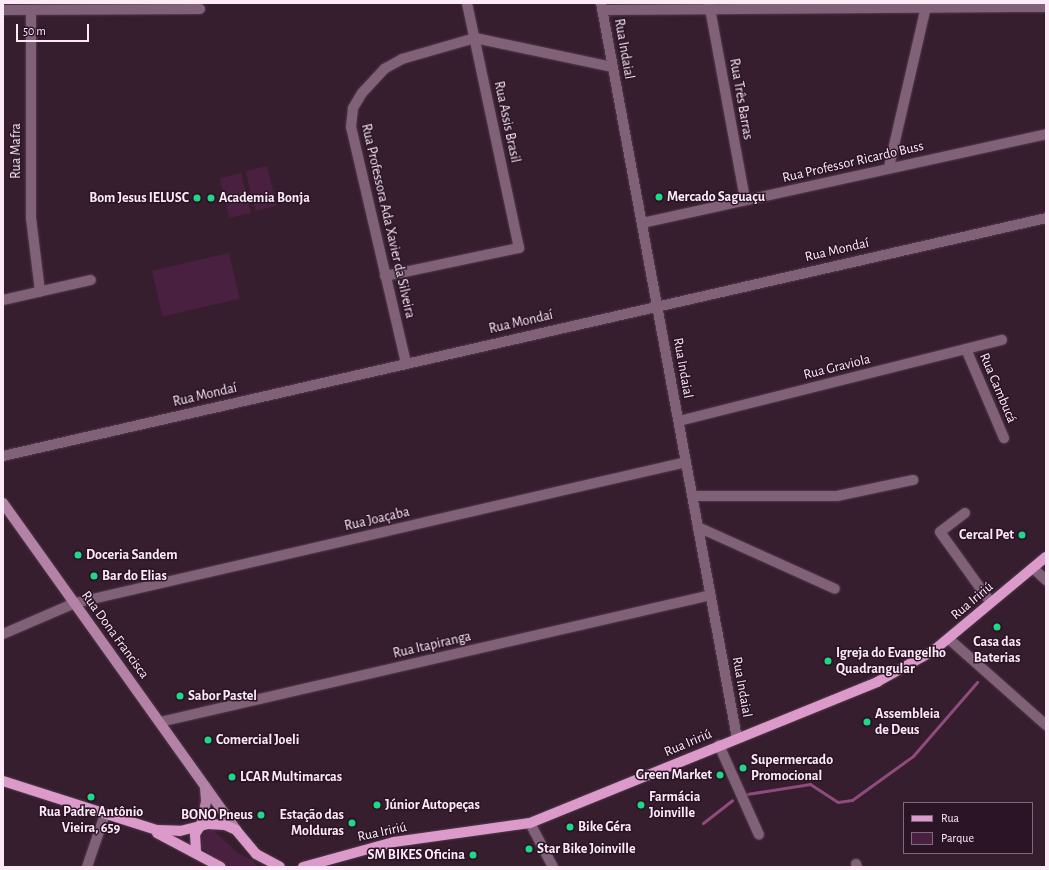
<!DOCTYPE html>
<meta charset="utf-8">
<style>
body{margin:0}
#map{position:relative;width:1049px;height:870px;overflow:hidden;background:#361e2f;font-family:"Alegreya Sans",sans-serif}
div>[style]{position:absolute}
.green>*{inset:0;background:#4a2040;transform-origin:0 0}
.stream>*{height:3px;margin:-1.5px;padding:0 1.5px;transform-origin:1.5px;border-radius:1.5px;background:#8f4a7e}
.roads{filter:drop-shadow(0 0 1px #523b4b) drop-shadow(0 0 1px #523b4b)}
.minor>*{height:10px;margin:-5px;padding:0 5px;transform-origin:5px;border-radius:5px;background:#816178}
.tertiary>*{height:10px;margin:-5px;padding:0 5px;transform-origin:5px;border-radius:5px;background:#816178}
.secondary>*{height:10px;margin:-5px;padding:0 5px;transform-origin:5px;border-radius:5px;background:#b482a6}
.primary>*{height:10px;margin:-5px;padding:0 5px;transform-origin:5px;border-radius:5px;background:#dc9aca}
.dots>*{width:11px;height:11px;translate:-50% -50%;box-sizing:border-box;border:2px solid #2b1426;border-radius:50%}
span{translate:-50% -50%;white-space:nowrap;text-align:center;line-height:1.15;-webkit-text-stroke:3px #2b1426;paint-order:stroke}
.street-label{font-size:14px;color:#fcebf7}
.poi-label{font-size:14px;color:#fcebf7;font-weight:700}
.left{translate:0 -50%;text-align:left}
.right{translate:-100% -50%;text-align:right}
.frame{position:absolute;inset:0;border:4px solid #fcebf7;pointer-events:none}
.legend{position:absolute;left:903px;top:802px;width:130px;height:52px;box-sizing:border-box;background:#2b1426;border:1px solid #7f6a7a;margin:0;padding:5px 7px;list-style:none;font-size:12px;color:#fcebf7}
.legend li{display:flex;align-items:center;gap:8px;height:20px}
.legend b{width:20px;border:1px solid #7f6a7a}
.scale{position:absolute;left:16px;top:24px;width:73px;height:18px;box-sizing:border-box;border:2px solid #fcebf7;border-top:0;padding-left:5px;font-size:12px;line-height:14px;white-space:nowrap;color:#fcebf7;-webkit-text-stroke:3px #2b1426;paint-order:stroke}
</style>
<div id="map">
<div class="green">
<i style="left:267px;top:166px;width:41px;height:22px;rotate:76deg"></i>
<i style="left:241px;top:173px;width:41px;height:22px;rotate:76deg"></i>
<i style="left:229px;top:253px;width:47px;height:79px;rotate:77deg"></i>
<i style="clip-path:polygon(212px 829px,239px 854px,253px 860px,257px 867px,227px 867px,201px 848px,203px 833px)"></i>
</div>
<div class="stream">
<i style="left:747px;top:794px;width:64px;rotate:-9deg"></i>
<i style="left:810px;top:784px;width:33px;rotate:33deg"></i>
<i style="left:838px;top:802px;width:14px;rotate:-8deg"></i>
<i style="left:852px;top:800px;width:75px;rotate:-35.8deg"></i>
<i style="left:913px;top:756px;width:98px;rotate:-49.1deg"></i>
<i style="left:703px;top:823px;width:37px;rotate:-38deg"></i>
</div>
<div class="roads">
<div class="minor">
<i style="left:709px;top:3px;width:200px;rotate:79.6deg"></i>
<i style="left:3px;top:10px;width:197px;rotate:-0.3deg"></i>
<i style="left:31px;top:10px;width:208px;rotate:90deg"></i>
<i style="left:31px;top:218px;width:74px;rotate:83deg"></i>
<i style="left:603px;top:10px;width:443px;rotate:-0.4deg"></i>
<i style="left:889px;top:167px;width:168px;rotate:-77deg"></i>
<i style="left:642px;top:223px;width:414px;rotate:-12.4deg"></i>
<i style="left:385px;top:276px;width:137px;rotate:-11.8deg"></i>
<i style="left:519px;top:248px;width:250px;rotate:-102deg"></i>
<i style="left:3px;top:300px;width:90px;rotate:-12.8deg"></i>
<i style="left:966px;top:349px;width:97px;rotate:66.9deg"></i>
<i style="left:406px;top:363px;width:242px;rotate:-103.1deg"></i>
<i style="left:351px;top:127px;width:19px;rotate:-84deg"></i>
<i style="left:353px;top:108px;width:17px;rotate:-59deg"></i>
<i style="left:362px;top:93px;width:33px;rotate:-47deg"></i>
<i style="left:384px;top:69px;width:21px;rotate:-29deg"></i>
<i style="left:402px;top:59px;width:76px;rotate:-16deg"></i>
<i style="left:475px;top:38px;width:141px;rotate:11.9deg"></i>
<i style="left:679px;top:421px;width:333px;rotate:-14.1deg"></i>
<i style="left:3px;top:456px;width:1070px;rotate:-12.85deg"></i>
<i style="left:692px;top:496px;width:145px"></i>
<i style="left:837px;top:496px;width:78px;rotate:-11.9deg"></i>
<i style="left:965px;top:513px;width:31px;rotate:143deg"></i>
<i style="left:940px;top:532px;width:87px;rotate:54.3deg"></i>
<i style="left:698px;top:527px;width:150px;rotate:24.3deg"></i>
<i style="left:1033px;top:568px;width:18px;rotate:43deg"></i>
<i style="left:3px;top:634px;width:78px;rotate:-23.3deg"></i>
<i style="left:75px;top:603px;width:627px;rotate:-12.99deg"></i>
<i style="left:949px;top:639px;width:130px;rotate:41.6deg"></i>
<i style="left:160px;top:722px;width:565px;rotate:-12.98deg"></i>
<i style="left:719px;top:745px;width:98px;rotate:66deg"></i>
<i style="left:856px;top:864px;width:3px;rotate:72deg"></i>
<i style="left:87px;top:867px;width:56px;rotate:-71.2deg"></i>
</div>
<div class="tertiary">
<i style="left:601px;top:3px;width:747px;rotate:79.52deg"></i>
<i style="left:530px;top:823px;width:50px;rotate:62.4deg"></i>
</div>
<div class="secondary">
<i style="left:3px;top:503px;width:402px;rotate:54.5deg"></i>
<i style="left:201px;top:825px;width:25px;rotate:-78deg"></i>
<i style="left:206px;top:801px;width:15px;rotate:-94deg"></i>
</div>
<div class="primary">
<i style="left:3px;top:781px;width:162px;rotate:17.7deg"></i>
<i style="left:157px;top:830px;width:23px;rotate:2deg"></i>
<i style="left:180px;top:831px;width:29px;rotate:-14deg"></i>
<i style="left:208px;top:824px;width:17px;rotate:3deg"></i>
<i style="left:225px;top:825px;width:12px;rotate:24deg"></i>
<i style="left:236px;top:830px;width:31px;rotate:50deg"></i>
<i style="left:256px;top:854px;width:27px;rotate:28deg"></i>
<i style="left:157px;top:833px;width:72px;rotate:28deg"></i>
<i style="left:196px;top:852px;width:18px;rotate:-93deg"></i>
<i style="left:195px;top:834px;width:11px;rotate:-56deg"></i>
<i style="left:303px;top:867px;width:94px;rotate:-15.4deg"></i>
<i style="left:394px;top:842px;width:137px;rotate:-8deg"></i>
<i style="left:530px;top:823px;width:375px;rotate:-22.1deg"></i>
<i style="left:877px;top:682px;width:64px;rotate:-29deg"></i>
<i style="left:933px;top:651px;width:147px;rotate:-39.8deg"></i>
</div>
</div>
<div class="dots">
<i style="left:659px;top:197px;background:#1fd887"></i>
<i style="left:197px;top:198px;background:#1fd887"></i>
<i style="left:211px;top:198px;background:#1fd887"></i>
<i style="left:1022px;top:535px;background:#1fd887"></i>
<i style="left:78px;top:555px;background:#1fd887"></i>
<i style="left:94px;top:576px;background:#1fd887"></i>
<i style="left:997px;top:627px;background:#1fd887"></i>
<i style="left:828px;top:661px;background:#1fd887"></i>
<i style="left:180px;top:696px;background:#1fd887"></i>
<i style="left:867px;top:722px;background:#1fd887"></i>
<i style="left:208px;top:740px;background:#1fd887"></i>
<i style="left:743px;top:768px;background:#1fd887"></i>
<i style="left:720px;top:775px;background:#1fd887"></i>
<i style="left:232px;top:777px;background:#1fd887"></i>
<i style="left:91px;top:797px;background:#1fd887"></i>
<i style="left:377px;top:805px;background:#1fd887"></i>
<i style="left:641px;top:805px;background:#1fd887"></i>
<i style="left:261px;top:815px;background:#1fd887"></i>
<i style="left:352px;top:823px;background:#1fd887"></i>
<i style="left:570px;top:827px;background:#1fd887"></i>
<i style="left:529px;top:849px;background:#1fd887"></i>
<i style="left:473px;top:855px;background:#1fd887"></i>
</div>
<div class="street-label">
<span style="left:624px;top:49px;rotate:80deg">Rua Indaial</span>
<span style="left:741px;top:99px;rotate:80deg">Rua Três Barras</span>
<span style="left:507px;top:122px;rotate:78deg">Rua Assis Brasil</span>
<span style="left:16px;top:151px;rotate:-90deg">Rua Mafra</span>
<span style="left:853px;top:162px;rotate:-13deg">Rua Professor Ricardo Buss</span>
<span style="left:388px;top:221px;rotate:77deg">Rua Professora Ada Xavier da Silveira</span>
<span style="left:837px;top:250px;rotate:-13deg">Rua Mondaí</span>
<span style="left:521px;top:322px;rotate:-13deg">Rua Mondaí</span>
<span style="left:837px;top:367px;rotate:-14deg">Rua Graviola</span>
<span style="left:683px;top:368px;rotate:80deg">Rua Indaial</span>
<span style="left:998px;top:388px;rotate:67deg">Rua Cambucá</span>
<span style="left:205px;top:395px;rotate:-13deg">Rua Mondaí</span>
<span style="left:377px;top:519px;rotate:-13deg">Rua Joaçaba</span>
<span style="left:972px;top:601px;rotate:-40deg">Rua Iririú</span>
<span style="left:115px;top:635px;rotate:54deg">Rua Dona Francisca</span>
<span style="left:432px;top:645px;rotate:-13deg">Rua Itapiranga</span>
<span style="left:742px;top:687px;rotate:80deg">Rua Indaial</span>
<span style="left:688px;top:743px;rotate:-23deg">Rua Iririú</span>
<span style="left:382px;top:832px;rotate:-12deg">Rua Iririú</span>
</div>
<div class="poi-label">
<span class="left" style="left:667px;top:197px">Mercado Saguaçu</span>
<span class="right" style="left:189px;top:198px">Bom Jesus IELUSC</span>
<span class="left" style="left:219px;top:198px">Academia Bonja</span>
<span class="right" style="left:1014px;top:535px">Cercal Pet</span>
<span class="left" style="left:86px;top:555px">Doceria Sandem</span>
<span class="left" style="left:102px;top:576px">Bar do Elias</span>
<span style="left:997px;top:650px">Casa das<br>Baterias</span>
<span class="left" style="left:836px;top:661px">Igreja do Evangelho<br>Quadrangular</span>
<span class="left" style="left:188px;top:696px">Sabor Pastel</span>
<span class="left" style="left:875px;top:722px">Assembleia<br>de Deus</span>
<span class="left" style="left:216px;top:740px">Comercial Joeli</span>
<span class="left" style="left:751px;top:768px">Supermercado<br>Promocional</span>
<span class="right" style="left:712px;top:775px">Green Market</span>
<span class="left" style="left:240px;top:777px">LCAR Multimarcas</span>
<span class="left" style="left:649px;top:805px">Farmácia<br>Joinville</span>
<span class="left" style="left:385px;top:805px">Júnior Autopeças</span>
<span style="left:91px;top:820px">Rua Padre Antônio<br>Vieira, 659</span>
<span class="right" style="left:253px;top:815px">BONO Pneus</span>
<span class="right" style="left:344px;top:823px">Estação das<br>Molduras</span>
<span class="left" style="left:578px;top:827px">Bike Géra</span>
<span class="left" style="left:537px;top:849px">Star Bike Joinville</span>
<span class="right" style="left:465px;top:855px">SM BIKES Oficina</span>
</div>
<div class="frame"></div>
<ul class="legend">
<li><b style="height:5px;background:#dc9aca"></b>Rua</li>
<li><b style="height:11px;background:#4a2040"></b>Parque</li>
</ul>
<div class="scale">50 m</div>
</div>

★ ★ ★ ★ ★ ★ ★

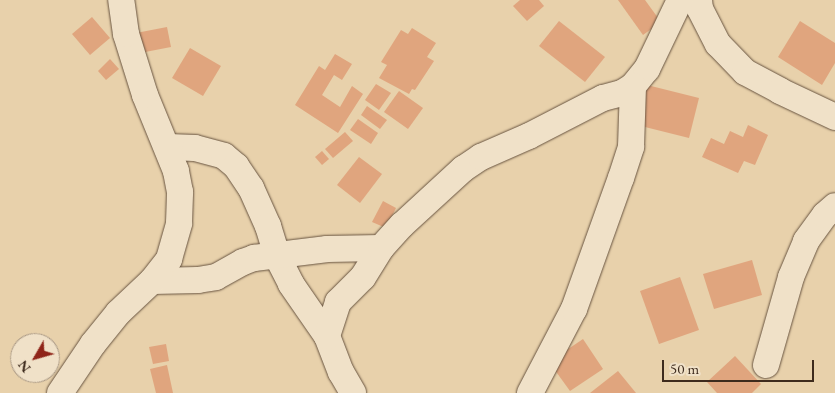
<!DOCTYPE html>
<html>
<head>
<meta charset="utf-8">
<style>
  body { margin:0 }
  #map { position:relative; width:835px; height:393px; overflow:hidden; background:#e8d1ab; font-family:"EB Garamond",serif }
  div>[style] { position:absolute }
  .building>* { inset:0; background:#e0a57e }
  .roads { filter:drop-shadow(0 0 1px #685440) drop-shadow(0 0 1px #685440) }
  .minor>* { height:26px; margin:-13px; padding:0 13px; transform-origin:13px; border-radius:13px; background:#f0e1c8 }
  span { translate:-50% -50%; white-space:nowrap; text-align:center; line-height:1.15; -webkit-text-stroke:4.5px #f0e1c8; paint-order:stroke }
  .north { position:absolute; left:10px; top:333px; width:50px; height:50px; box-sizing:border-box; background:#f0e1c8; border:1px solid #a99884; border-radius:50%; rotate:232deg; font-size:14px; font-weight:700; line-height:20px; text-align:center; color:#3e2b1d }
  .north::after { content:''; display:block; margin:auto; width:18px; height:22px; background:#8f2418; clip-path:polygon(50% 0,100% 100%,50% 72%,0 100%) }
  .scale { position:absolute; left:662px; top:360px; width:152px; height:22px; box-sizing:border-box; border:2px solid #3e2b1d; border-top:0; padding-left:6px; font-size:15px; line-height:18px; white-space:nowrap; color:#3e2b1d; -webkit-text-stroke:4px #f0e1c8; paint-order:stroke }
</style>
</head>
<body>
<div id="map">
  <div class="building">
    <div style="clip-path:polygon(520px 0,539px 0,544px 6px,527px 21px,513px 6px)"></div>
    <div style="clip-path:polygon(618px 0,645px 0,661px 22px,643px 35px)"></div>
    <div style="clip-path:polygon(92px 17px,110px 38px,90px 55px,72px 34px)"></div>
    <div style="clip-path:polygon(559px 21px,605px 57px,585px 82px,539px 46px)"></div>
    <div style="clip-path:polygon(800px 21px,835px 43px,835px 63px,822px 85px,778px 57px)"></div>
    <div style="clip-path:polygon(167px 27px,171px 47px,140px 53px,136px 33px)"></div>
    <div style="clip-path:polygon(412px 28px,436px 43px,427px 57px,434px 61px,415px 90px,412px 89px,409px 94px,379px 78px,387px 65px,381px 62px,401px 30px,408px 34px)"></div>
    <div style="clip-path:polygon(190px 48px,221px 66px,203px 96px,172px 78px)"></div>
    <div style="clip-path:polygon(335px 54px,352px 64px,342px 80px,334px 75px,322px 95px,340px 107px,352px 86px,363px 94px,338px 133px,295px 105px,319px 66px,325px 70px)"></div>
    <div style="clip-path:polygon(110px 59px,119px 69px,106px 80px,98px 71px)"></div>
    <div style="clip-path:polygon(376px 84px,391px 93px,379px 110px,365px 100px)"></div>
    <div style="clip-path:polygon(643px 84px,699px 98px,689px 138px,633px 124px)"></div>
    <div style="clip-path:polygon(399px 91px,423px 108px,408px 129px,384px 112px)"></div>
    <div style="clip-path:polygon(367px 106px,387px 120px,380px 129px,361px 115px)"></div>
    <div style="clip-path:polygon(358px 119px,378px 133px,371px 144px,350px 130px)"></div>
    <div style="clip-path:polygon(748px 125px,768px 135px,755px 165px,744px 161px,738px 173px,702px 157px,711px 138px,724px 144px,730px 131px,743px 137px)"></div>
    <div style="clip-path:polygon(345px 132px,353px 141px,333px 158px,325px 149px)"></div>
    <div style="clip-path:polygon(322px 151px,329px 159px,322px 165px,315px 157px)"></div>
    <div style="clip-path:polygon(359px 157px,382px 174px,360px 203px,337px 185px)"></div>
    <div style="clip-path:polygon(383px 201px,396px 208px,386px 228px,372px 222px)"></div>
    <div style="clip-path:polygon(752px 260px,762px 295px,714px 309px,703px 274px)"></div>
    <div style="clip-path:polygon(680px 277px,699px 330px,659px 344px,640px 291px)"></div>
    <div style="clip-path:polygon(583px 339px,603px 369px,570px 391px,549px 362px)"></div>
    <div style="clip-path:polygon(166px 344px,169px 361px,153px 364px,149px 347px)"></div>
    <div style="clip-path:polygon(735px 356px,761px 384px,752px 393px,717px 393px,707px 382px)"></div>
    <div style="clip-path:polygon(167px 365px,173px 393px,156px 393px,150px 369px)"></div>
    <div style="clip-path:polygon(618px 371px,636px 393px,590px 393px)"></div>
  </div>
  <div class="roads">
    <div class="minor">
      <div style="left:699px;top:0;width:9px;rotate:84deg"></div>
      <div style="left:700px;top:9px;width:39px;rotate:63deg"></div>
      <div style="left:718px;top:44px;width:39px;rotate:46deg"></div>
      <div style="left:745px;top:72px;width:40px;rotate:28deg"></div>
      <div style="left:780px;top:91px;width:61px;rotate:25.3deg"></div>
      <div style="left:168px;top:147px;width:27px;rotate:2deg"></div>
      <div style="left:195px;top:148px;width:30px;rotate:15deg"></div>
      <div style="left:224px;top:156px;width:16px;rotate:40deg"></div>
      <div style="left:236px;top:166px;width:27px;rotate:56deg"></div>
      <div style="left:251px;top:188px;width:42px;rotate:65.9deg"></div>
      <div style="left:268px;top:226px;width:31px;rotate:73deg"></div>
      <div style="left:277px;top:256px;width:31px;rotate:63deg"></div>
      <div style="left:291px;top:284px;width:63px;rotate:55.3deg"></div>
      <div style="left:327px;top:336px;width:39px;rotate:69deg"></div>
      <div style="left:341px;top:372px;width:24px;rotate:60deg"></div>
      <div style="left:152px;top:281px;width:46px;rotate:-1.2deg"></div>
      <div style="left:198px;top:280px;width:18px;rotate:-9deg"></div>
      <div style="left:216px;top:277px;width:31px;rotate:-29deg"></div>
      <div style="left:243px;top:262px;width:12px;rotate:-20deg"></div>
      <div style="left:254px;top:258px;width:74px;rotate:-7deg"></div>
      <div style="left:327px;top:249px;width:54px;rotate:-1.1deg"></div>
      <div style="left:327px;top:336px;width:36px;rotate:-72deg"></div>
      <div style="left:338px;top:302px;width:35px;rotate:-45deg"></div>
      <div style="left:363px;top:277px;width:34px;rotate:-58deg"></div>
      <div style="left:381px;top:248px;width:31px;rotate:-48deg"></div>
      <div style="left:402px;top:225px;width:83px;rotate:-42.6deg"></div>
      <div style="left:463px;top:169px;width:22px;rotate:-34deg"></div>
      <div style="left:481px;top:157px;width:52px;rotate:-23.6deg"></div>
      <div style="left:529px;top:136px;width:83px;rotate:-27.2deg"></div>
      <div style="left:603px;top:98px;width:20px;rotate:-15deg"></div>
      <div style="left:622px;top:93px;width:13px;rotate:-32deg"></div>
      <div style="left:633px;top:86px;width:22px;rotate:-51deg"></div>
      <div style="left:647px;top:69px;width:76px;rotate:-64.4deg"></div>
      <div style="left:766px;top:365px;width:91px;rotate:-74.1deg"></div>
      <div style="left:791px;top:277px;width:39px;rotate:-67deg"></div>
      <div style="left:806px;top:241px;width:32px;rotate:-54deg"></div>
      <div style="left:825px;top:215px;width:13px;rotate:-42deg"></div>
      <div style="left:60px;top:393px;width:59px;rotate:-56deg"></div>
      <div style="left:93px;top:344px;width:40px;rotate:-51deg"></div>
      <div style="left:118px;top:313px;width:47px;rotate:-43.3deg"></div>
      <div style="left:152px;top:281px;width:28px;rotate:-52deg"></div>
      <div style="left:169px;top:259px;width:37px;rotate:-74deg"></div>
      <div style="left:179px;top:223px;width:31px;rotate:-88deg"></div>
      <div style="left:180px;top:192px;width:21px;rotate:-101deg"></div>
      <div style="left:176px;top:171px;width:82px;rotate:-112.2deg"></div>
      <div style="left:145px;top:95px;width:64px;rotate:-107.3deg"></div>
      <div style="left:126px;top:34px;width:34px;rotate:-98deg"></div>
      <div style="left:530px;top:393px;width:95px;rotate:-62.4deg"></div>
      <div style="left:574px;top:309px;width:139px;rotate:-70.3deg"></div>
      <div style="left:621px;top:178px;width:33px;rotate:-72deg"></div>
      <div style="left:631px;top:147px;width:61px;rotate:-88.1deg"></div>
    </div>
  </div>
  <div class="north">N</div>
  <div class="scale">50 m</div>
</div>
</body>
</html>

★ ★ ★ ★ ★ ★ ★

Work to be completed: Filter the records above and copy every line that contains the word "serif".

Output of the exercise:
#map{position:relative;width:1049px;height:870px;overflow:hidden;background:#361e2f;font-family:"Alegreya Sans",sans-serif}
  #map { position:relative; width:835px; height:393px; overflow:hidden; background:#e8d1ab; font-family:"EB Garamond",serif }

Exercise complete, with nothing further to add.